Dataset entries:
+++

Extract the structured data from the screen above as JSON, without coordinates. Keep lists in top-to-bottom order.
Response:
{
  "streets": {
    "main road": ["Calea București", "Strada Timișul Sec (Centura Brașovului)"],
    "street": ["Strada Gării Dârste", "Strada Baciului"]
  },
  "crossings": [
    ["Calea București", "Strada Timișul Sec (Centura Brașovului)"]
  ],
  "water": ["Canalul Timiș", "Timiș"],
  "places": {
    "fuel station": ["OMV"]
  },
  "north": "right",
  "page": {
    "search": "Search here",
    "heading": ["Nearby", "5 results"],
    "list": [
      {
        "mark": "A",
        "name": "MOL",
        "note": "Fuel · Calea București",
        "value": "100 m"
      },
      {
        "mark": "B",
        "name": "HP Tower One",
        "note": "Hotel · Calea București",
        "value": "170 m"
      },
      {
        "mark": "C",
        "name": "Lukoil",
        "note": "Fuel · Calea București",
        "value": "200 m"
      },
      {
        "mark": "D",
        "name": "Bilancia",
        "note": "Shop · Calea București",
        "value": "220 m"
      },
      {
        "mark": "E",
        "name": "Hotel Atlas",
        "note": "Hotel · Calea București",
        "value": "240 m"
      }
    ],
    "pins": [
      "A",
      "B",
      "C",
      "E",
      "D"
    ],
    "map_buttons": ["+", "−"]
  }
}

+++

What needs to be done. Your answer must be one number: how many lines of the data contain "Timișul".

Response. 2